Les électeurs allemands rejettent en effet en masse depuis quelques mois les deux grands partis traditionnels qui gouvernent le pays sans discontinué depuis la fin de la Seconde Guerre mondiale. Lors des élections régionales en Hesse qui se sont tenues dimanche, la CDU a recueilli à peine 27% des voix, contre 38,3% en 2013. Le SPD a, lui, reculé de 10,9% avec 19,8% des bulletins en sa faveur. Deux semaines plus tôt, les sociaux-démocrates avaient subi une claque encore plus brutale en devenant le… cinquième parti du Land le plus riche du pays avec 9,7% des voix contre 20,6% quatre ans plus tôt.

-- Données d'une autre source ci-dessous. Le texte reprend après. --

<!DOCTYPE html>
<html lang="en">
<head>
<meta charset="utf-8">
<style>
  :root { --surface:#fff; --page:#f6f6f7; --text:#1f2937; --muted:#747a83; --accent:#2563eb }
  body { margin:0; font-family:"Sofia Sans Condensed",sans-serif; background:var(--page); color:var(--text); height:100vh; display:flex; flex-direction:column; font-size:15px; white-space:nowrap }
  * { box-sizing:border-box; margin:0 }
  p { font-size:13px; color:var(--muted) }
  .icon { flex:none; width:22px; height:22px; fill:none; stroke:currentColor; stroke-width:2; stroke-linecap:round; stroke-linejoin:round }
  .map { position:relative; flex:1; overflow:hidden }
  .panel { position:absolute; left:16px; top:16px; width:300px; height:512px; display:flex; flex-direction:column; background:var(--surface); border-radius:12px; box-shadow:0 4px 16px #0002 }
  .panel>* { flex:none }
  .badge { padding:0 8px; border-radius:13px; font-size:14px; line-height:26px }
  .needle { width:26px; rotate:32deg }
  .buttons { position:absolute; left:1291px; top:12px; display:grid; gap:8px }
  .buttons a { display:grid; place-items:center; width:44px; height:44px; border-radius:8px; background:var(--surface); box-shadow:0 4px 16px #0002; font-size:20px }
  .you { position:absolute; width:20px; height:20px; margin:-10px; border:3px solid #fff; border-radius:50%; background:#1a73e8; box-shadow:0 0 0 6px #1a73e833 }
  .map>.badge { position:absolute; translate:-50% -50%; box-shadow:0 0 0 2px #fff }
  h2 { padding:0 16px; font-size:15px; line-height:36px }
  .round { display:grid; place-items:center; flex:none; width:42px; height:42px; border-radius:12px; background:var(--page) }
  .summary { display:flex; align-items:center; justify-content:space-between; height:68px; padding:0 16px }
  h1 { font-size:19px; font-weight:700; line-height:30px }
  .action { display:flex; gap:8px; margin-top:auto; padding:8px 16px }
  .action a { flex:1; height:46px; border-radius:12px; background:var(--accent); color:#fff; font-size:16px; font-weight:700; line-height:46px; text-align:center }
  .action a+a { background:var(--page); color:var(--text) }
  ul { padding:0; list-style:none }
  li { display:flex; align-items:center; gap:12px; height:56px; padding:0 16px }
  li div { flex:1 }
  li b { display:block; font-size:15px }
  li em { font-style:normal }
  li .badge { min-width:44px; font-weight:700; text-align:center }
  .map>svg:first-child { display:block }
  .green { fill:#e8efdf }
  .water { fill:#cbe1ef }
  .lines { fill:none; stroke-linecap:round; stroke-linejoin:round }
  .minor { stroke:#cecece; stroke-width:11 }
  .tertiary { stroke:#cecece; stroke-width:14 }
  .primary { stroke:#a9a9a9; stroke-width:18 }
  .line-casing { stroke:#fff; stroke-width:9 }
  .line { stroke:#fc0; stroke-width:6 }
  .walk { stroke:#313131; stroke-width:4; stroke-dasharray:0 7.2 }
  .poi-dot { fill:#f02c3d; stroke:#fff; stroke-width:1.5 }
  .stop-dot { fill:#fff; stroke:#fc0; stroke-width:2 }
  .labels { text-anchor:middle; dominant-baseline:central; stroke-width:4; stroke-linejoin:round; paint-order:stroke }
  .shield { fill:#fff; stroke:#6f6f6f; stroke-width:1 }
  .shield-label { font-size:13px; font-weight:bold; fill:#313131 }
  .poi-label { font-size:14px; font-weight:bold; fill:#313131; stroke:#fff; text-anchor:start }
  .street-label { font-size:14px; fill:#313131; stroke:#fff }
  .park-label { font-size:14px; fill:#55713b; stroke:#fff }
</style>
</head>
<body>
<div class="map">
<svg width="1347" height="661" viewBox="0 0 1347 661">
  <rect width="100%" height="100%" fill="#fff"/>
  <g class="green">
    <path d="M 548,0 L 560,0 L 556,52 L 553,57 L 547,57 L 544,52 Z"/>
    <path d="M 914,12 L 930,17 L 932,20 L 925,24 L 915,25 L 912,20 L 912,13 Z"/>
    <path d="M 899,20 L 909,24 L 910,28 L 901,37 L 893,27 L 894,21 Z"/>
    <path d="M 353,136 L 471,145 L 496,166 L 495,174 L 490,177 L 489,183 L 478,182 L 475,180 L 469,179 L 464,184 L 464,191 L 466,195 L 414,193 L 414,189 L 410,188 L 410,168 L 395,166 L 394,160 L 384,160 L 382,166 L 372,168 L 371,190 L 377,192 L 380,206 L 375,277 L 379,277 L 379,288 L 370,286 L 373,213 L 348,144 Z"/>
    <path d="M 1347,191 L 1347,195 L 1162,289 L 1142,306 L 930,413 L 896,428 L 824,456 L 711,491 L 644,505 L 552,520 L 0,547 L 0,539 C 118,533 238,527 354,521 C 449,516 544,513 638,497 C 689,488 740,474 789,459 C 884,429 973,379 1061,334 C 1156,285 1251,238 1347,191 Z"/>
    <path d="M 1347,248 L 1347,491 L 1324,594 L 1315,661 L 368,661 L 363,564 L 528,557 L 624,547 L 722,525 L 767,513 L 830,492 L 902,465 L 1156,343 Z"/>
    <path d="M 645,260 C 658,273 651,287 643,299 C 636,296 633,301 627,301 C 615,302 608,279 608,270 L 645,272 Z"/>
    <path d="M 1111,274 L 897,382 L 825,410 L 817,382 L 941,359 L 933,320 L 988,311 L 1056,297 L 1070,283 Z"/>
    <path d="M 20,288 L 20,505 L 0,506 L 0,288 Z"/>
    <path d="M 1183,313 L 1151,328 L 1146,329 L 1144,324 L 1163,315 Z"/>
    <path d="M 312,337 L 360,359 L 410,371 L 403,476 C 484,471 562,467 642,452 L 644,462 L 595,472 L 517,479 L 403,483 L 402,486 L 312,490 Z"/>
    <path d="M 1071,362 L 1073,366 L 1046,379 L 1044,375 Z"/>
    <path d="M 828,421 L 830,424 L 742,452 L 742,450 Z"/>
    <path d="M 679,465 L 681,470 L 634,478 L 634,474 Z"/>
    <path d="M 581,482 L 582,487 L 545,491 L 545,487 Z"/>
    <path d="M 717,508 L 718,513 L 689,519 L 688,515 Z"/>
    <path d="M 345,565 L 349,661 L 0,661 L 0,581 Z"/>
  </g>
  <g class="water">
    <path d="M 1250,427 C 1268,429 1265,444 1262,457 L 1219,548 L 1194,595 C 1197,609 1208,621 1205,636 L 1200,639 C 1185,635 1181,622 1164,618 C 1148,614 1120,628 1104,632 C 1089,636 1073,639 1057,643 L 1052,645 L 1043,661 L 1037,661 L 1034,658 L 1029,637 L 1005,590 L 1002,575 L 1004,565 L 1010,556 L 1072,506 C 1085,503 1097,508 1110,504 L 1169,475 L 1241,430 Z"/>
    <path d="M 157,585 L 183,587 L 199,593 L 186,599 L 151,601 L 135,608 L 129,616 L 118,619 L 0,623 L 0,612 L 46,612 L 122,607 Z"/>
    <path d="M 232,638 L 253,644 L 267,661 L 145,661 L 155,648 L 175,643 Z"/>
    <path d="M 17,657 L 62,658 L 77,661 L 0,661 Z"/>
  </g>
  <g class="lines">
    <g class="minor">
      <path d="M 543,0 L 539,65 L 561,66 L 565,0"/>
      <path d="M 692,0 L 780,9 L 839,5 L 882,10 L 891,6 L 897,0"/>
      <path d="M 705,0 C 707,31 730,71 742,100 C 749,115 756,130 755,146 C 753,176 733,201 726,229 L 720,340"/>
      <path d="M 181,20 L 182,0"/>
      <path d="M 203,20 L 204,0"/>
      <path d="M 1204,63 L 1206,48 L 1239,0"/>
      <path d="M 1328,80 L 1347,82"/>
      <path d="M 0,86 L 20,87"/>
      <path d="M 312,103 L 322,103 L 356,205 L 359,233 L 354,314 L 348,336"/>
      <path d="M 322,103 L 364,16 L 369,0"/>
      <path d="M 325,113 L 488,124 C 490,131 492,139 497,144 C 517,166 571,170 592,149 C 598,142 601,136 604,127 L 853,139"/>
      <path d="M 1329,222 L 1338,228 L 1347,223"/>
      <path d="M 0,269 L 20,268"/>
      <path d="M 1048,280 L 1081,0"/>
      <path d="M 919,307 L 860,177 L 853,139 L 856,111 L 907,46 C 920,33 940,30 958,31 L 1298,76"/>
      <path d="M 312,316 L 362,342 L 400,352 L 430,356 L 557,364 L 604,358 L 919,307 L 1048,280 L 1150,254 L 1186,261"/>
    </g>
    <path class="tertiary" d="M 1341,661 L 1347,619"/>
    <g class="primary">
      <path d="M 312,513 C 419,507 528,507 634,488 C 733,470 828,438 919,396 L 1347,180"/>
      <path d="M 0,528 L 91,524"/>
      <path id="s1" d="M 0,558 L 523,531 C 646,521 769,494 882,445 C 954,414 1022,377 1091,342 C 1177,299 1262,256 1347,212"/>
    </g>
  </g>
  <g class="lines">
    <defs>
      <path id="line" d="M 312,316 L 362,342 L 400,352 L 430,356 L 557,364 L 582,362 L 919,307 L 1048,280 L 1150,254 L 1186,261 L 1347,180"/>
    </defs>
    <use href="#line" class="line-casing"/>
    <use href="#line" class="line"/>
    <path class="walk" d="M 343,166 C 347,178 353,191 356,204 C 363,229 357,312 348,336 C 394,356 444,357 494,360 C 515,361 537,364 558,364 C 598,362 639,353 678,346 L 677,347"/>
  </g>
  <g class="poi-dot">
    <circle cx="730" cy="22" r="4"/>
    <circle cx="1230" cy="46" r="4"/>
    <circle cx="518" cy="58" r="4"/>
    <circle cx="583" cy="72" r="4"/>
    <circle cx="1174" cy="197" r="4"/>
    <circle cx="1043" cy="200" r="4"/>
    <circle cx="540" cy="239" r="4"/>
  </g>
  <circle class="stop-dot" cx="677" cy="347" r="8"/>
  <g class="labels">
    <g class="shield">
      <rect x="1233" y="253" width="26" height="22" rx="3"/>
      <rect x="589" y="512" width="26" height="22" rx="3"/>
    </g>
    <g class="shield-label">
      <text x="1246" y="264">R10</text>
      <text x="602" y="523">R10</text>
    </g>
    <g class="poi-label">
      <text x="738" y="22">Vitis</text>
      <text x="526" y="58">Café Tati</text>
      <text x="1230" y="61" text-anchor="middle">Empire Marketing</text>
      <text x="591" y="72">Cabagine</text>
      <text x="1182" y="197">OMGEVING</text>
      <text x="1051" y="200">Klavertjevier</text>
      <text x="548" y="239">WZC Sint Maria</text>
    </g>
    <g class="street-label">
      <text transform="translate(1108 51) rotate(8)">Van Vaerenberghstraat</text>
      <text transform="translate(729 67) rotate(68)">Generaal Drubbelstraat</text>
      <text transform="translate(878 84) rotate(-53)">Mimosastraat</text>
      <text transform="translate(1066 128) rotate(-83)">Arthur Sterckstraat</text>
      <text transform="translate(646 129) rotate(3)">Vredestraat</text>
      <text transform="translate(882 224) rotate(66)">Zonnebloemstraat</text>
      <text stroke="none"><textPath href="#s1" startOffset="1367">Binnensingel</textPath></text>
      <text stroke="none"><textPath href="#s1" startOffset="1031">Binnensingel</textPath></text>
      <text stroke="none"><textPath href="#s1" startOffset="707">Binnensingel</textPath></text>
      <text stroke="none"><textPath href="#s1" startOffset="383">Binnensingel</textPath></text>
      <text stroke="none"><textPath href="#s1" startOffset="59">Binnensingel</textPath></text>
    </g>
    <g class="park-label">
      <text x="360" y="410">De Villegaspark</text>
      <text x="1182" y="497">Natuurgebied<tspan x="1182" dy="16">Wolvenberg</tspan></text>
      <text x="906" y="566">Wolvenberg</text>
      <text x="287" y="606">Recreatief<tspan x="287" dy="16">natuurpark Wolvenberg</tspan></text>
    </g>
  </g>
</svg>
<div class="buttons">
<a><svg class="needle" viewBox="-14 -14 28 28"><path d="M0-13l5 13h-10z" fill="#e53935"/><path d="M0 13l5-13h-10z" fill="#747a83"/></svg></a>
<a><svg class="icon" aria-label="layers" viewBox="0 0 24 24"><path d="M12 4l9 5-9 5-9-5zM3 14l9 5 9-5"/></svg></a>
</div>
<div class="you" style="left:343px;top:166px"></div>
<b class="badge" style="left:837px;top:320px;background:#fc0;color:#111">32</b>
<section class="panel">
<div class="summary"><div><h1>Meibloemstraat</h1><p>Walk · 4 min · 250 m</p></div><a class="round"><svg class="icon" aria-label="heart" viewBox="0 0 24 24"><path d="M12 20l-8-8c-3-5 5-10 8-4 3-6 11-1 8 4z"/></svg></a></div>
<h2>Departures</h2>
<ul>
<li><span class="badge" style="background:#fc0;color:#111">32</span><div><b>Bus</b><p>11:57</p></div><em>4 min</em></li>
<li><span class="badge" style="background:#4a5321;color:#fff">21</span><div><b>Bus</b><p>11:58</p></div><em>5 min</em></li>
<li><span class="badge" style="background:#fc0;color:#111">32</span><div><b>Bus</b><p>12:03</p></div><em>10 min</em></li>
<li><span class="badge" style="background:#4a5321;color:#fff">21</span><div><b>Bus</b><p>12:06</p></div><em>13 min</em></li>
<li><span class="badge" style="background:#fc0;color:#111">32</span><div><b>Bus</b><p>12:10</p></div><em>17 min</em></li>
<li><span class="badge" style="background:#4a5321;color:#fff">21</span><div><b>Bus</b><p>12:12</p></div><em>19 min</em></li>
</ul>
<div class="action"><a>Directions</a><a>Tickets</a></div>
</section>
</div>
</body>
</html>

Les conservateurs bavarois de la CSU, alliés traditionnels de la CDU, ont, pour leur part, perdu 10,5 points depuis 2013 en rassemblant 37,2% des bulletins de vote.

Face à cette déroute, Angela Merkel a accepté de prendre ses responsabilités en annonçant sa décision de ne pas rester à la présidence de l’Union démocrate-chrétienne. La Chancelière a également confirmé, ce lundi, qu’elle se retirerait définitivement de la vie politique à la fin de son mandat de cheffe de gouvernement qui doit se terminer en 2021.

La plupart des analystes en Allemagne imaginent toutefois mal Angela Merkel piloter le pays pendant plus de deux ans. La semaine dernière, elle affirmait à qui voulait l’entendre que le vote en Hesse n’aurait aucune incidence sur son avenir politique. On sait aujourd’hui qu’il n’en a rien été… Un navire qui prend l’eau de toute part a toujours du mal à rester à flot durant plusieurs années.

Angela Merkel en quelques dates
  • 10 avril 2000: Angela Merkel est élue pour succéder à Wolfgang Schäuble à la présidence de la CDU avec près de 96% des voix. A 45 ans, la fille de pasteur, qui était surnommée la "gamine" par le Chancelier Helmut Kohl, commence alors, sans le savoir, un règne de presque 19 ans qui va se terminer au mois de décembre prochain.
  • 2 novembre 2005: plus jeune cheffe du gouvernement fédéral à tout juste 51 ans, première femme à diriger l’Allemagne et premier dirigeant d’une nation occidentale originaire de l’ancien bloc communiste. L’élection d’Angela Merkel à la Chancellerie est historique à plus d’un titre. Au lendemain de sa victoire, la plupart des Allemands ne pensaient pas qu’elle accomplirait les quatre années de sa législature.
  • 22 septembre 2013: avec 41,5% des suffrages lors des élections législatives, la CDU/CSU affiche son meilleur score depuis 1994. Angela Merkel est au faite de son pouvoir mais son gouvernement sortant n’est pas reconduit en raison du score exécrable des Libéraux du FDP qui n’obtiennent aucun élu au Bundestag. La Chancelière devra s’allier avec le SPD. Le début de la fin s’annonce…
  • 31 août 2015: "Wir schaffen das!" (" Nous y arriverons!"): en prononçant ces quelques mots au sujet de l’intégration des centaines de milliers de demandeurs d’asile qui arriveront cette année-là en Allemagne durant la crise migratoire en Europe, la Chancelière souhaitait mettre en avant la "culture de l’accueil" ("willkommenskultur") de son pays. Beaucoup d’électeurs lui reprochent aujourd’hui encore cette décision.
  • 24 septembre 2017: en s’assurant un quatrième mandat consécutif, la Chancelière remporte une victoire douce-amère en rassemblant à peine 33% des voix. L’excellent résultat du parti d’extrême-droite AfD (12,6%) confirme les tensions qui existent en Allemagne notamment autour de la question migratoire. Affaiblie, Angela Merkel devra négocier près de 6 mois avec le SPD pour former une coalition gouvernementale.